Abstract:
Objective To investigate the current situation of learned helplessness in young and middle-aged patients with acute myocardial infarction (AMI), analyze its influencing factors, and provide a basis for formulating targeted psychological intervention plans.
Methods A total of 207 young and middle-aged AMI patients were conveniently selected as the research subjects. The assessment was conducted using the general information questionnaire, Learned Helplessness Scale, Social Support Rating Scale and Medical Coping Style Questionnaire. One-way analysis of variance, Pearson correlation analysis and multiple linear stepwise regression analysis were used to analyze the influencing factors of learned helplessness in young and middle-aged AMI patients.
Results The total score of learned helplessness in 207 young and middle-aged AMI patients was (58.29 ± 9.30) points, which was at a moderately high level. The results of univariate analysis showed that there were statistically significant differences in the scores of learned helplessness among female, and patients with different age, educational level, per capita monthly income of the family, cardiac function classification, primary caregivers and more complications (P < 0.05). The results of relevant analysis showed that the total score of learned helplessness was negatively correlated with the total score of social support and score of each dimension (P < 0.01), that was, the higher the level of social support, the lower the sense of helplessness. It was positively correlated with the yielding coping style (P < 0.01), and negatively correlated with the confrontational coping style (P < 0.01). The results of multiple linear regression analysis showed that the the high cardiac function classification (β = 0.043), high yield coping score (β = 0.345) and a large number of complications (β = 0.084) might be the independent risk factors of learned helplessness. The high score of social support level (β = –0.421) and high scores of confrontation and coping (β = –0.218) might be protective factors (P < 0.05 to P < 0.01), collectively explaining 46.7% of the total variation.
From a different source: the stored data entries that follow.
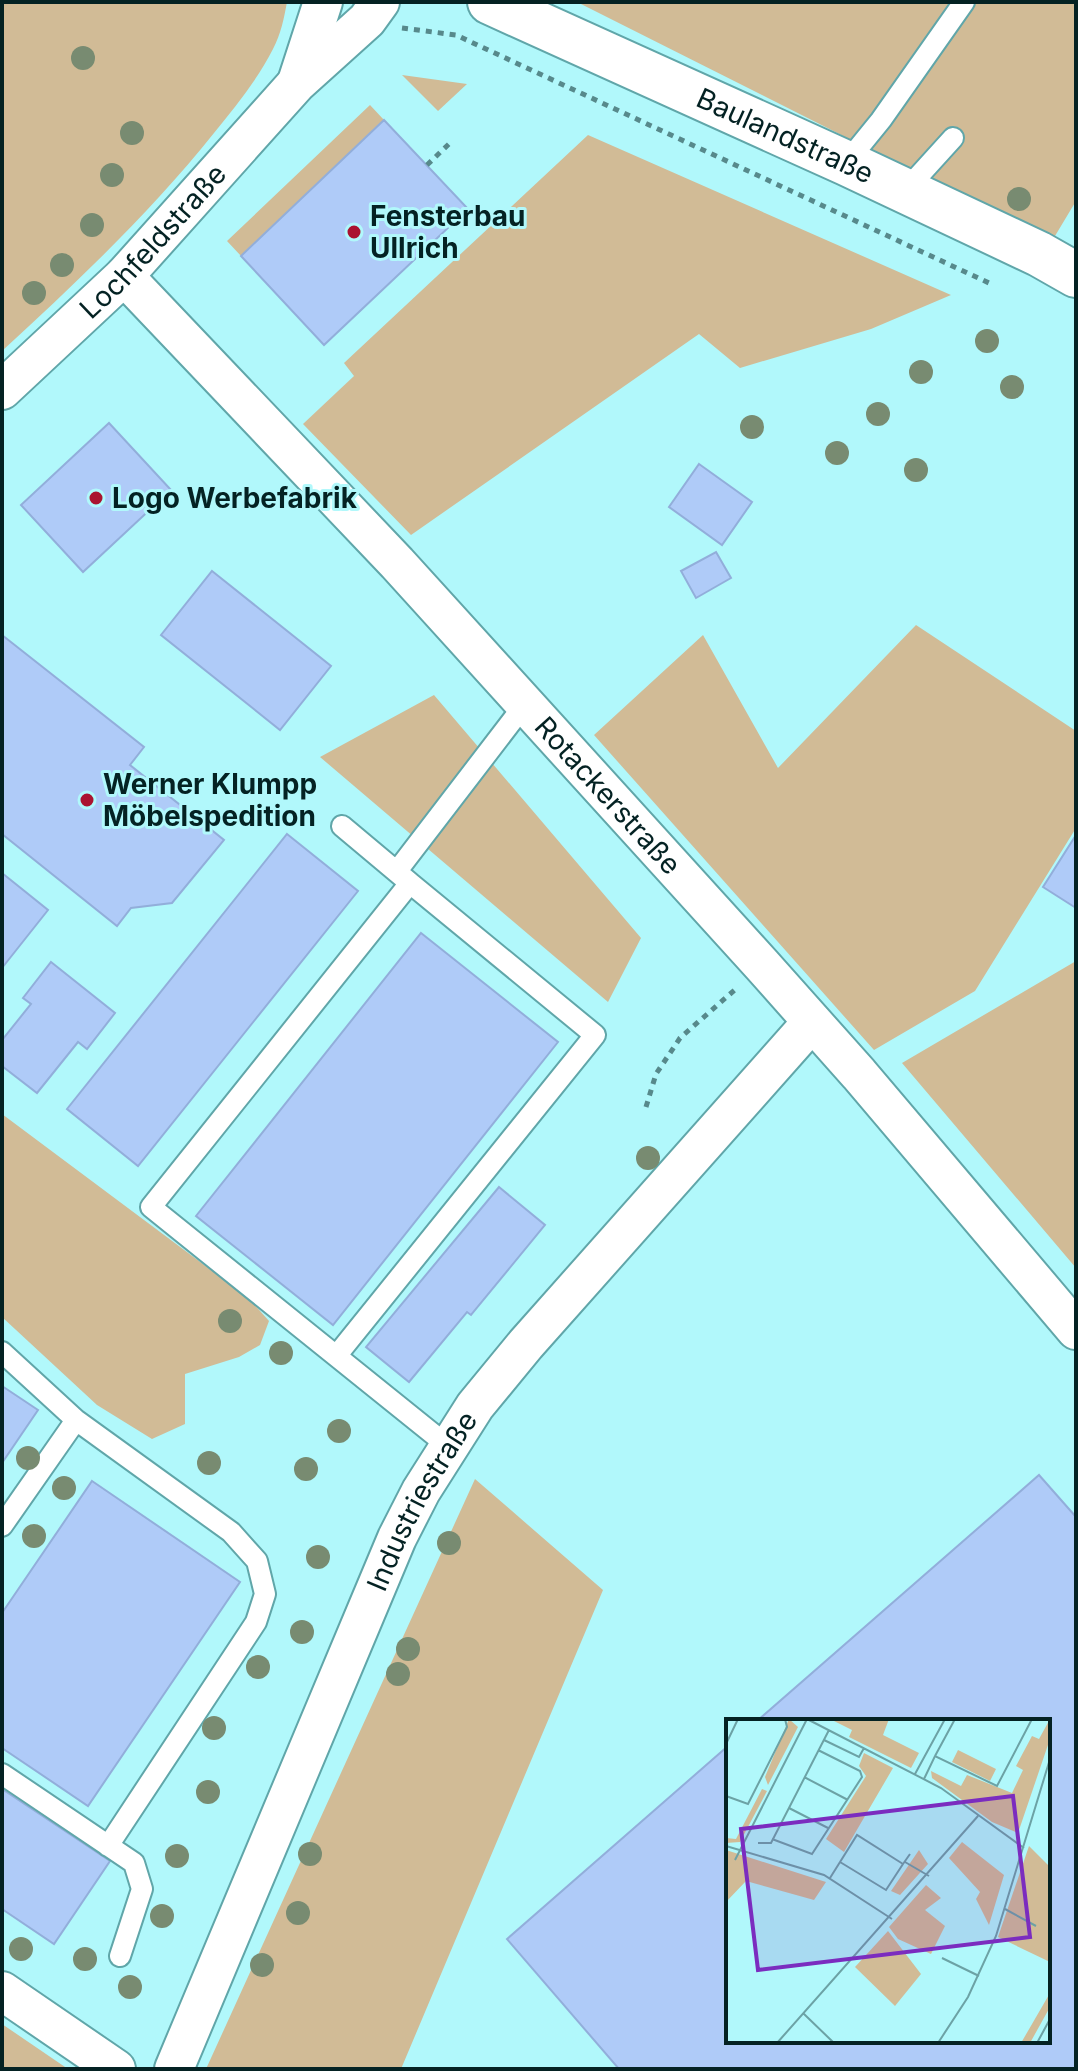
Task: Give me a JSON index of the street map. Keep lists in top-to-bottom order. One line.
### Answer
{"streets":{"street":["Baulandstraße","Lochfeldstraße","Rotackerstraße","Industriestraße"]},"crossings":[["Lochfeldstraße","Rotackerstraße"],["Rotackerstraße","Industriestraße"]],"places":["Fensterbau Ullrich","Logo Werbefabrik","Werner Klumpp Möbelspedition"]}
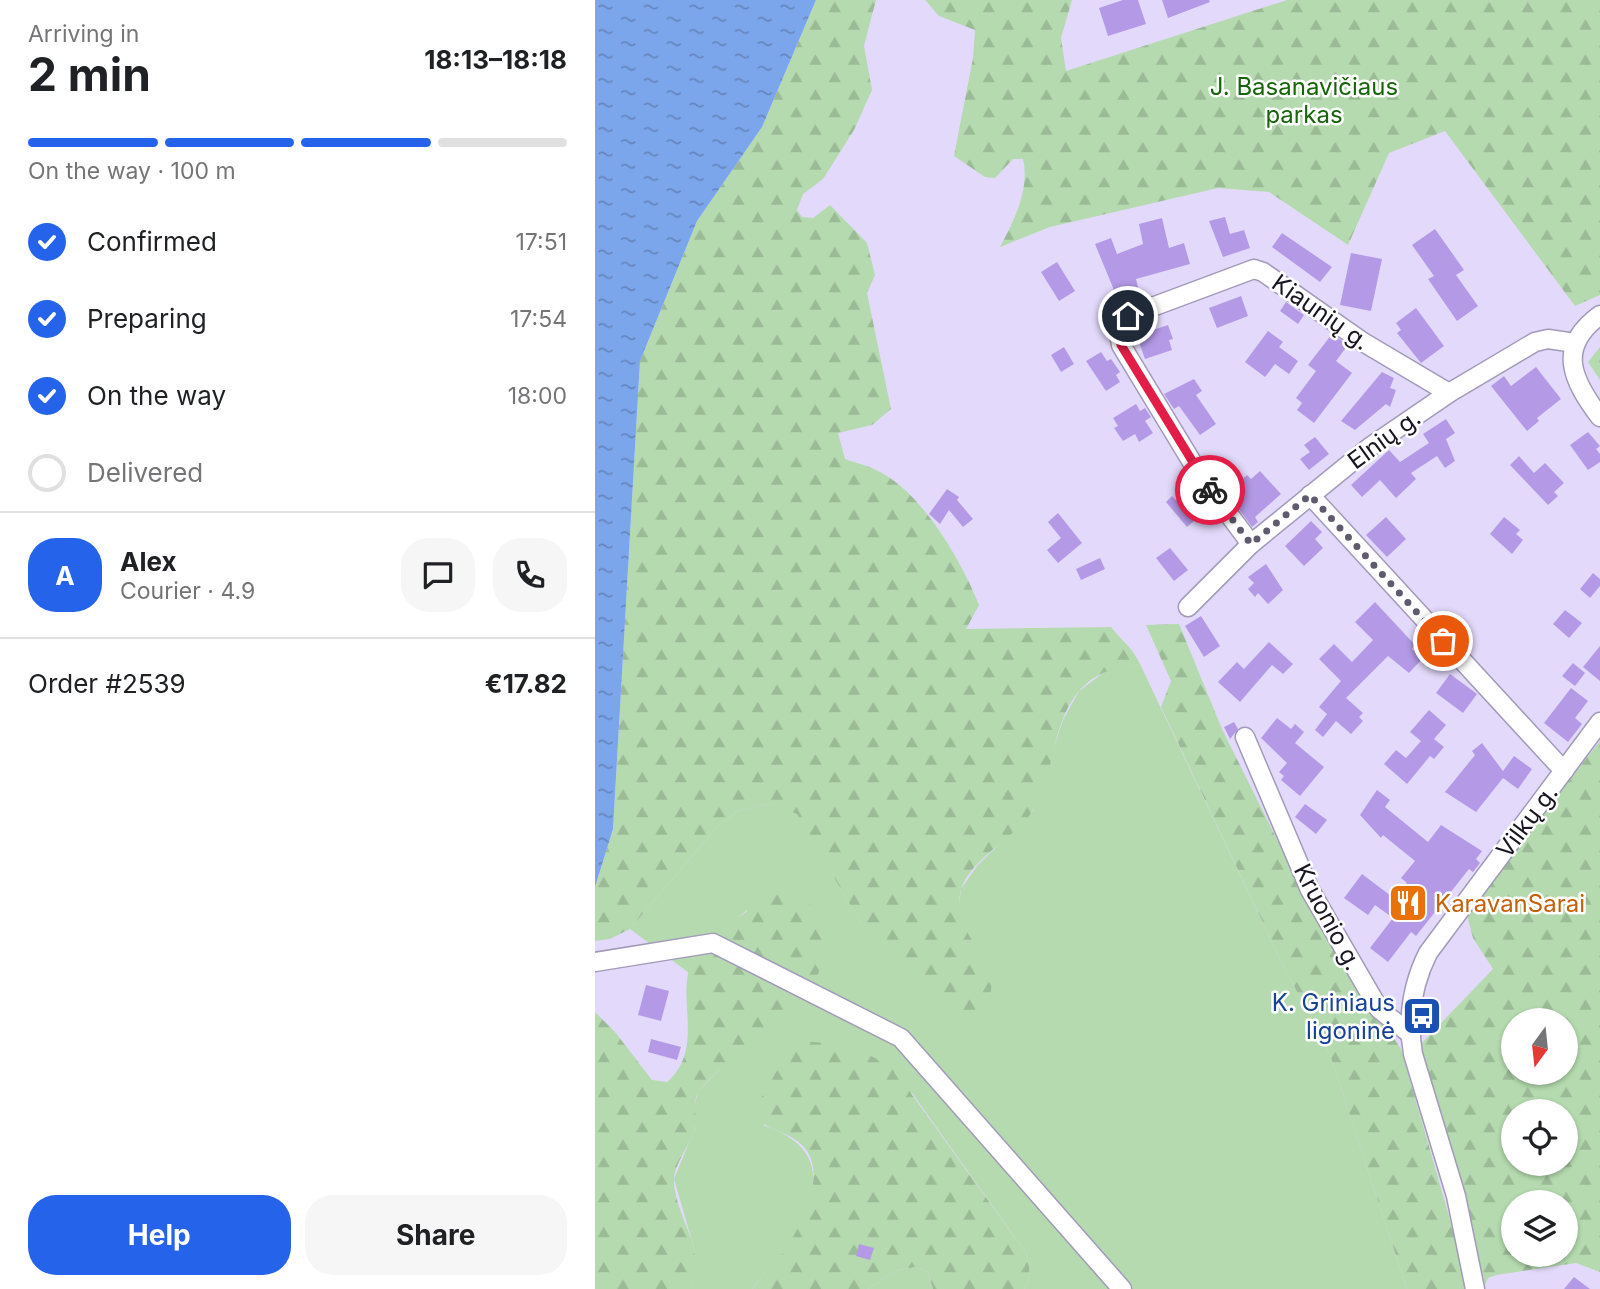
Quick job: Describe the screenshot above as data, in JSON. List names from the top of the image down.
{
  "streets": {
    "street": [
      "Kiaunių g.",
      "Elnių g.",
      "Vilkų g.",
      "Kruonio g."
    ]
  },
  "crossings": [
    ["Kiaunių g.", "Elnių g."],
    ["Vilkų g.", "Kruonio g."]
  ],
  "parks": ["J. Basanavičiaus parkas"],
  "places": {
    "restaurant": ["KaravanSarai"],
    "bus stop": ["K. Griniaus ligoninė"]
  },
  "north": "bottom",
  "page": {
    "heading": ["2 min", "Arriving in", "18:13–18:18"],
    "panel": [
      "Alex",
      "Courier · 4.9",
      "Order #2539",
      "€17.82"
    ],
    "bar": "On the way · 100 m",
    "list": [
      ["Confirmed", "17:51"],
      ["Preparing", "17:54"],
      ["On the way", "18:00"],
      "Delivered"
    ],
    "round": "A",
    "buttons": ["Help", "Share"]
  }
}
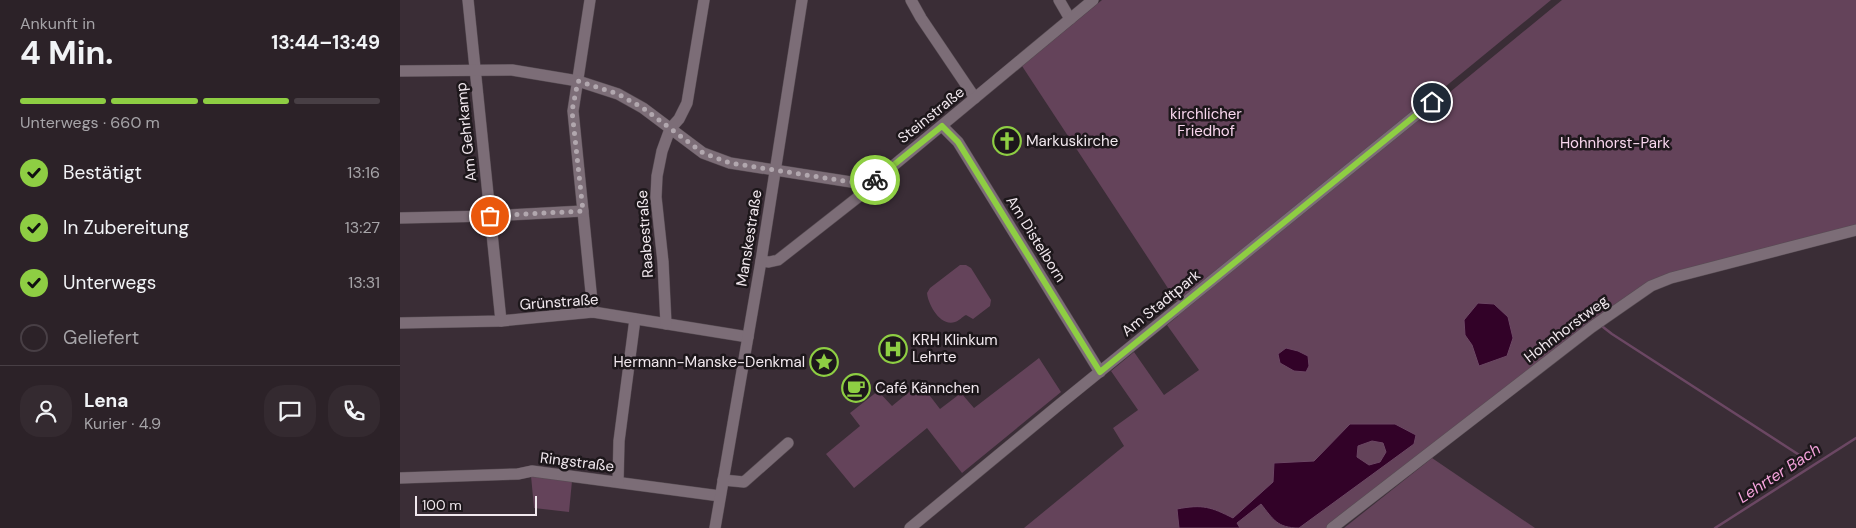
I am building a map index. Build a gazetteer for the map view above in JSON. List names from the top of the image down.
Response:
{
  "streets": {
    "street": [
      "Steinstraße",
      "Am Gehrkamp",
      "Raabestraße",
      "Manskestraße",
      "Am Distelborn",
      "Grünstraße",
      "Am Stadtpark",
      "Hohnhorstweg",
      "Ringstraße"
    ]
  },
  "crossings": [
    ["Steinstraße", "Manskestraße"],
    ["Steinstraße", "Am Distelborn"],
    ["Am Gehrkamp", "Grünstraße"],
    ["Raabestraße", "Grünstraße"],
    ["Manskestraße", "Grünstraße"],
    ["Manskestraße", "Ringstraße"],
    ["Am Distelborn", "Am Stadtpark"]
  ],
  "water": ["Lehrter Bach"],
  "parks": ["kirchlicher Friedhof", "Hohnhorst-Park"],
  "places": {
    "church": ["Markuskirche"],
    "hospital": ["KRH Klinkum Lehrte"],
    "place": ["Hermann-Manske-Denkmal"],
    "cafe": ["Café Kännchen"]
  },
  "scale_bar": "100 m",
  "page": {
    "heading": ["4 Min.", "Ankunft in", "13:44–13:49"],
    "panel": ["Lena", "Kurier · 4.9"],
    "bar": "Unterwegs · 660 m",
    "list": [
      ["Bestätigt", "13:16"],
      ["In Zubereitung", "13:27"],
      ["Unterwegs", "13:31"],
      "Geliefert"
    ],
    "scale": "100 m"
  }
}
Conclusions Young and middle-aged AMI patients have a moderately high level of learned helplessness, and its level is jointly affected by multiple factors such as cardiac function classification, coping styles and social support. Clinically, particular attention should be paid to patients with poor cardiac function, numerous complications and submissive coping style. By strengthening the social support system and adopting positive coping strategies, a sense of helplessness can be alleviated to promote comprehensive recovery.